A reader emailed me this week to report on some wild goings on around his home. He chose the place, he said, after seeing pheasants and deer on the land, and “too many species of birds … to list.” he said.
Recently he has been meeting a Red-tailed hawk, almost as though each of them arranged the nearly daily coffee break at the edge of the woods. A couple days ago, a second hawk appeared beside the first. Soon the two were performing the spring ritual all young critters perform in furtherance of their mission to keep the world populated.
The writer eventually happened upon the hawks’ nest. He ended his letter with the observation that believed he had witnessed an event few humans get to see.
I hope he has binoculars, and in about a month can find a place far enough to not disturb the new family but close enough to observe the offspring become full members of hawk society.
I suspect he is correct. Most of us do not stand around waiting for a wild thing to do something, er, wild, though clearly they all do it with eager dedication to future generations.

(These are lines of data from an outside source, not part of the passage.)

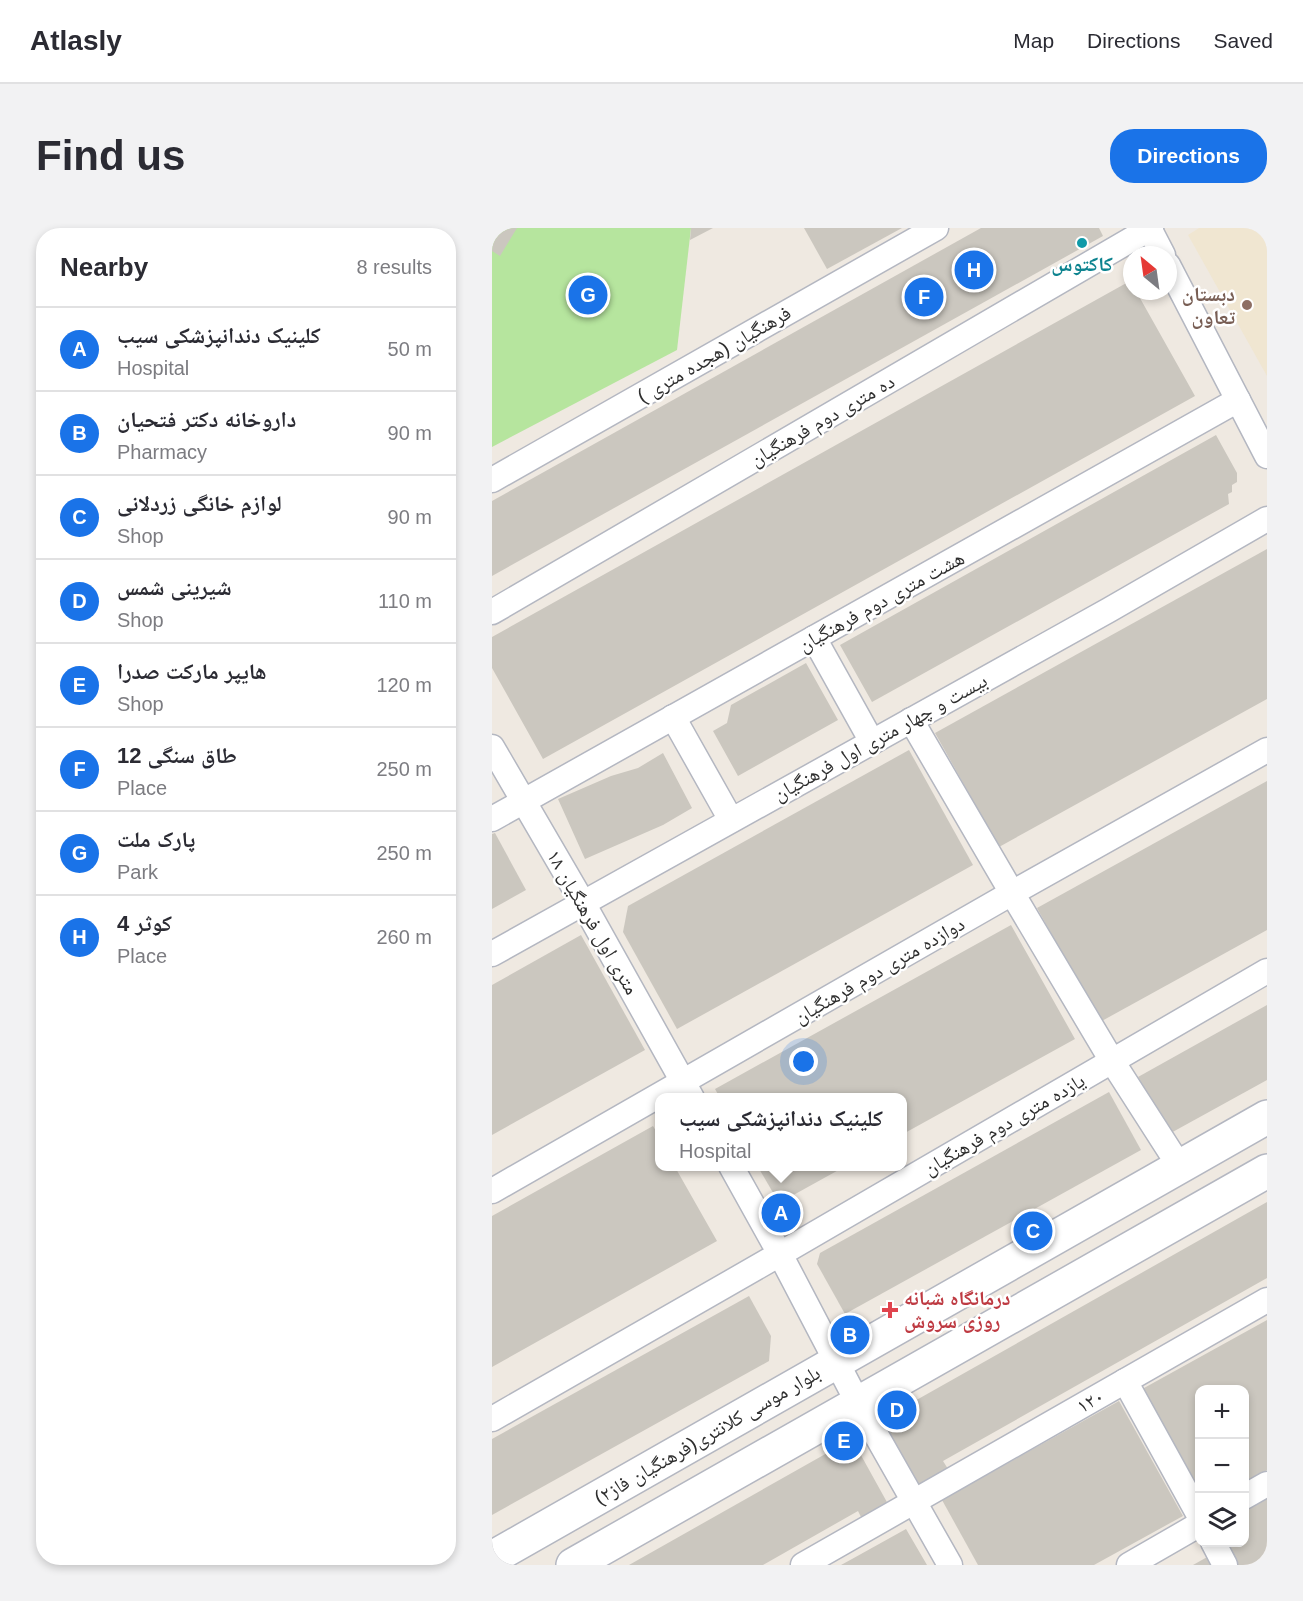 <!DOCTYPE html>
<html lang="en">
<head>
<meta charset="utf-8">
<style>
	body { margin:0; font-family:Helvetica,"Noto Naskh Arabic",sans-serif; background:#f2f2f3; color:#2b2b33 }
	.controls { position:absolute; right:18px; bottom:18px; display:grid; overflow:hidden; border-radius:12px; box-shadow:0 3px 9px #0003 }
	.controls button { width:54px; height:54px; display:grid; place-items:center; padding:0; border:0; border-bottom:2px solid #e1e1e2; background:#fff; color:#2b2b33; font:30px sans-serif }
	.compass { position:absolute; left:631px; top:18px; width:54px; height:54px; border-radius:50%; background:#fff; box-shadow:0 3px 9px #0003; rotate:331deg }
	.you { position:absolute; left:312px; top:834px; width:21px; height:21px; margin:-15px; border:4px solid #fff; border-radius:50%; background:#1a73e8; box-shadow:0 0 0 9px #1a73e833 }
	.badge { display:grid; place-items:center; width:39px; height:39px; border-radius:50%; background:#1a73e8; color:#fff; font-size:20px; font-weight:700 }
	.pin { position:absolute; translate:-50% -50%; border:3px solid #fff; box-shadow:0 2px 6px #0006 }
	.popup { position:absolute; left:163px; top:865px; width:252px; height:78px; box-sizing:border-box; display:grid; place-content:center; border-radius:12px; background:#fff; filter:drop-shadow(0 2px 4px #0005); font-size:20px; white-space:nowrap; color:#7c7c81 }
	.popup b { font-size:22px; color:#2b2b33 }
	.popup::after { content:''; position:absolute; left:50%; top:100%; margin-left:-12px; border:12px solid transparent; border-top-color:#fff }
	.list { margin:0; padding:0; list-style:none }
	h2 { display:flex; justify-content:space-between; align-items:center; height:78px; margin:0; padding:0 24px; font-size:26px }
	h2 small { font-size:20px; font-weight:400; color:#7c7c81 }
	.list li { display:grid; grid-template-columns:39px 1fr auto; gap:18px; align-items:center; box-sizing:border-box; height:84px; padding:0 24px; border-top:2px solid #e1e1e2 }
	.list b { display:block; font-size:22px; white-space:nowrap }
	.list p { margin:0; font-size:20px; white-space:nowrap; color:#7c7c81 }
	.list em { font-size:20px; font-style:normal; color:#7c7c81 }
	.icon { flex:none; width:33px; height:33px; fill:none; stroke:currentColor; stroke-width:2; stroke-linecap:round; stroke-linejoin:round }
	.map { position:relative; flex:none; width:775px; height:1337px; overflow:hidden; border-radius:24px }
	header { display:flex; align-items:center; gap:36px; box-sizing:border-box; height:84px; padding:0 30px; background:#fff; border-bottom:2px solid #e1e1e2 }
	header strong { font-size:28px }
	nav { display:flex; gap:33px; margin-inline-start:auto; font-size:21px }
	.intro { display:flex; align-items:center; justify-content:space-between; box-sizing:border-box; height:144px; padding:0 36px }
	h1 { margin:0; font-size:42px }
	.button { padding:15px 27px; border-radius:24px; background:#1a73e8; color:#fff; font-size:21px; font-weight:700 }
	main { display:flex; gap:36px; padding:0 36px }
	aside { flex:1; background:#fff; border-radius:24px; box-shadow:0 3px 9px #0003 }
	.map>svg:first-child { display:block }
	.education { fill:#f0e6d1 }
	.green { fill:#b6e59e }
	.building { fill:#cbc7bf }
	.lines { fill:none; stroke-linecap:round; stroke-linejoin:round }
	.street-casing { stroke:#b4b7c1; stroke-width:27 }
	.secondary-casing { stroke:#b4b7c1; stroke-width:36 }
	.street { stroke:#fff; stroke-width:24 }
	.secondary { stroke:#fff; stroke-width:33 }
	.culture-dot { fill:#0f9aa8; stroke:#fff; stroke-width:2 }
	.education-dot { fill:#8d6e63; stroke:#fff; stroke-width:2 }
	.health-dot { fill:#e0444e; stroke:#fff; stroke-width:2 }
	.labels { text-anchor:middle; dominant-baseline:central; stroke-width:5; stroke-linejoin:round; paint-order:stroke }
	.culture-label { font-size:20px; font-weight:bold; fill:#0d838f; stroke:#fff }
	.education-label { font-size:20px; font-weight:bold; fill:#785e54; stroke:#fff; text-anchor:end }
	.street-label { font-size:20px; fill:#2e2e2e; stroke:#fff }
	.health-label { font-size:20px; font-weight:bold; fill:#be3a42; stroke:#fff; text-anchor:start }
</style>
</head>
<body>
<header>
<strong>Atlasly</strong>
<nav><a>Map</a><a>Directions</a><a>Saved</a></nav>
</header>
<div class="intro"><h1>Find us</h1><a class="button">Directions</a></div>
<main>
<aside>
<h2>Nearby<small>8 results</small></h2>
<ul class="list">
<li><span class="badge">A</span><div><b>کلینیک دندانپزشکی سیب</b><p>Hospital</p></div><em>50 m</em></li>
<li><span class="badge">B</span><div><b>داروخانه دکتر فتحیان</b><p>Pharmacy</p></div><em>90 m</em></li>
<li><span class="badge">C</span><div><b>لوازم خانگی زردلانی</b><p>Shop</p></div><em>90 m</em></li>
<li><span class="badge">D</span><div><b>شیرینی شمس</b><p>Shop</p></div><em>110 m</em></li>
<li><span class="badge">E</span><div><b>هایپر مارکت صدرا</b><p>Shop</p></div><em>120 m</em></li>
<li><span class="badge">F</span><div><b>طاق سنگی 12</b><p>Place</p></div><em>250 m</em></li>
<li><span class="badge">G</span><div><b>پارک ملت</b><p>Park</p></div><em>250 m</em></li>
<li><span class="badge">H</span><div><b>کوثر 4</b><p>Place</p></div><em>260 m</em></li>
</ul>
</aside>
<div class="map">
<svg width="775" height="1337" viewBox="0 0 775 1337">
	<rect width="100%" height="100%" fill="#efe9e1"/>
	<polygon class="education" points="707,0 775,0 775,148 696,7"/>
	<polygon class="green" points="0,0 199,0 185,122 0,219"/>
	<g class="building">
		<polygon points="0,0 25,0 8,28 0,23"/>
		<polygon points="199,0 221,0 198,12"/>
		<polygon points="312,0 410,0 335,41"/>
		<polygon points="489,0 607,0 611,8 0,348 0,273"/>
		<polygon points="638,53 640,63 644,63 703,168 51,531 0,440 0,409"/>
		<polygon points="724,207 745,245 745,254 740,257 740,264 736,266 737,276 380,474 348,417"/>
		<polygon points="775,321 775,471 507,619 443,505"/>
		<polygon points="314,435 346,492 246,548 221,503 235,495 239,477"/>
		<polygon points="417,522 481,637 185,801 131,704 136,678"/>
		<polygon points="171,525 200,580 171,597 93,631 66,571 119,548 146,540"/>
		<polygon points="775,553 775,702 608,794 545,680"/>
		<polygon points="3,605 34,662 0,681 0,606"/>
		<polygon points="519,697 583,811 411,906 410,870 228,870 223,861"/>
		<polygon points="89,707 153,822 0,907 0,757"/>
		<polygon points="775,777 775,852 677,906 646,849"/>
		<polygon points="617,864 649,922 353,1086 325,1036 328,1025"/>
		<polygon points="161,898 168,910 168,938 183,939 225,1013 0,1139 0,988"/>
		<polygon points="266,939 352,939 287,975"/>
		<polygon points="775,974 775,1050 451,1233 456,1241 426,1258 389,1192"/>
		<polygon points="257,1068 279,1108 277,1133 0,1287 0,1211"/>
		<polygon points="775,1092 775,1242 753,1254 753,1161 708,1162 708,1281 643,1165"/>
		<polygon points="627,1173 691,1288 602,1337 486,1337 450,1272"/>
		<polygon points="360,1211 396,1276 370,1291 366,1283 271,1337 137,1337"/>
		<polygon points="775,1265 775,1337 739,1337 726,1314 753,1314 753,1277"/>
		<polygon points="414,1301 435,1337 349,1337 360,1331"/>
		<polygon points="717,1328 722,1337 701,1337"/>
	</g>
	<g class="lines">
		<g class="street-casing">
			<g id="street">
				<polyline points="657,0 671,27"/>
				<polyline points="676,37 775,228"/>
				<polyline points="0,252 444,0"/>
				<polyline points="0,384 659,0"/>
				<polyline points="322,410 380,514"/>
				<polyline points="181,489 239,592"/>
				<polyline points="419,492 520,665 620,833 688,939"/>
				<polyline points="0,519 91,675 200,870"/>
				<polyline points="0,591 746,172"/>
				<polyline points="0,726 617,382 775,291"/>
				<polyline points="239,938 288,1026 366,1175 458,1337"/>
				<polyline points="0,963 520,665 775,522"/>
				<polyline points="633,1153 708,1289"/>
				<polyline points="0,1191 288,1026 775,743"/>
				<polyline points="752,1269 775,1256"/>
				<polyline points="721,1314 733,1337"/>
				<polyline points="311,1337 775,1072"/>
				<polyline points="637,1337 708,1296"/>
			</g>
		</g>
		<g class="secondary-casing">
			<g id="secondary">
				<polyline points="0,1330 775,889"/>
				<polyline points="81,1337 775,943"/>
			</g>
		</g>
		<use href="#street" class="street"/>
		<use href="#secondary" class="secondary"/>
	</g>
	<circle class="culture-dot" cx="590" cy="15" r="6"/>
	<circle class="education-dot" cx="755" cy="77" r="6"/>
	<path class="health-dot" d="M395 1073h6v6h6v6h-6v6h-6v-6h-6v-6h6z"/>
	<g class="labels">
		<g class="culture-label">
			<text x="590" y="36">کاکتوس</text>
		</g>
		<g class="education-label">
			<text x="743" y="66">دبستان<tspan x="743" dy="23">تعاون</tspan></text>
		</g>
		<g class="street-label">
			<text transform="translate(222 126) rotate(-30)">فرهنگیان (هجده متری )</text>
			<text transform="translate(330 192) rotate(-30)">ده متری دوم فرهنگیان</text>
			<text transform="translate(389 373) rotate(-29)">هشت متری دوم فرهنگیان</text>
			<text transform="translate(388 509) rotate(-29)">بیست و چهار متری اول فرهنگیان</text>
			<text transform="translate(101 694) rotate(60)">۱۸ متری اول فرهنگیان</text>
			<text transform="translate(387 742) rotate(-30)">دوازده متری دوم فرهنگیان</text>
			<text transform="translate(512 896) rotate(-30)">یازده متری دوم فرهنگیان</text>
			<text transform="translate(598 1173) rotate(-30)">۱۲۰</text>
			<text transform="translate(215 1207) rotate(-30)">بلوار موسی کلانتری(فرهنگیان فاز۲)</text>
		</g>
		<g class="health-label">
			<text x="412" y="1070">درمانگاه شبانه<tspan x="412" dy="23">روزی سروش</tspan></text>
		</g>
	</g>
</svg>
<div class="controls">
<button>+</button>
<button>−</button>
<button><svg class="icon" aria-label="layers" viewBox="0 0 24 24"><path d="M12 4l9 5-9 5-9-5zM3 14l9 5 9-5"/></svg></button>
</div>
<svg class="compass" viewBox="-18 -18 36 36"><path d="M0-13l5 13h-10z" fill="#e53935"/><path d="M0 13l5-13h-10z" fill="#7c7c81"/></svg>
<div class="you"></div>
<div class="pin badge" style="left:289px;top:985px">A</div>
<div class="popup"><b>کلینیک دندانپزشکی سیب</b>Hospital</div>
<div class="pin badge" style="left:358px;top:1107px">B</div>
<div class="pin badge" style="left:541px;top:1003px">C</div>
<div class="pin badge" style="left:405px;top:1182px">D</div>
<div class="pin badge" style="left:352px;top:1213px">E</div>
<div class="pin badge" style="left:432px;top:69px">F</div>
<div class="pin badge" style="left:96px;top:67px">G</div>
<div class="pin badge" style="left:482px;top:42px">H</div>
</div>
</main>
</body>
</html>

I have, however, noticed that Red-tailed hawks do not often stand around posing. I found an amorous pair near Blue Ridge Summit one day, sitting in a tree in Happel’s Meadow. When I stopped the car, I could tell they were watching, wondering what I would do next. As I dismounted, camera in hand, they both took off, swiftly making their getaway to the far side of the wetland.
I have a long lens, with just enough reach that when I later zoomed the picture on my desk computer screen, I could tell what they were doing.
Meanwhile, back at my backyard, the House sparrows are busy preparing their seasonal digs. A few years ago I was fortunate to spy one chasing another around the trees. Finally both of them lit on the fence, one fluttering atop the other. It made a beautiful picture.
I do not know why we talk about “the birds and the bees,” or how we come by the idea that birds and bees – some of them, anyway – do not find love, or some semblance of it. Many of them even mate for life, which makes me wonder about the psychological chemistry that makes possible that feeling we humans call love, that causes us to form a monogamous bond with another of our species.
As I wander through the forests observing the residents of those realms, I cannot help thinking something similar to the emotional attachment we humans experience must exist as well for our supposedly “wild” co-inhabitants of the planet.
If, for instance, one were to happen upon a herd of deer, peacefully grazing in the corner of a pasture, and sit quietly to watch them in company with each other, one might see a certain female perk up her head, then strut closer beside her mates, sometimes within a few yards of the photographer, and seem to pose, showing her best side to the camera. After a few shots click into the monocular device, she turns and ambles back in the crowd to continue grazing.
And if the photographing human stays awhile longer, the same creature, clearly the matriarch, might return to her posing mark, as though to ask, “What exactly is it you find so interesting.”
There are those who say we should not put human values on wild animals. On the other hand, I wonder whether some of them look occasionally at the moon and wonder where it goes come morning.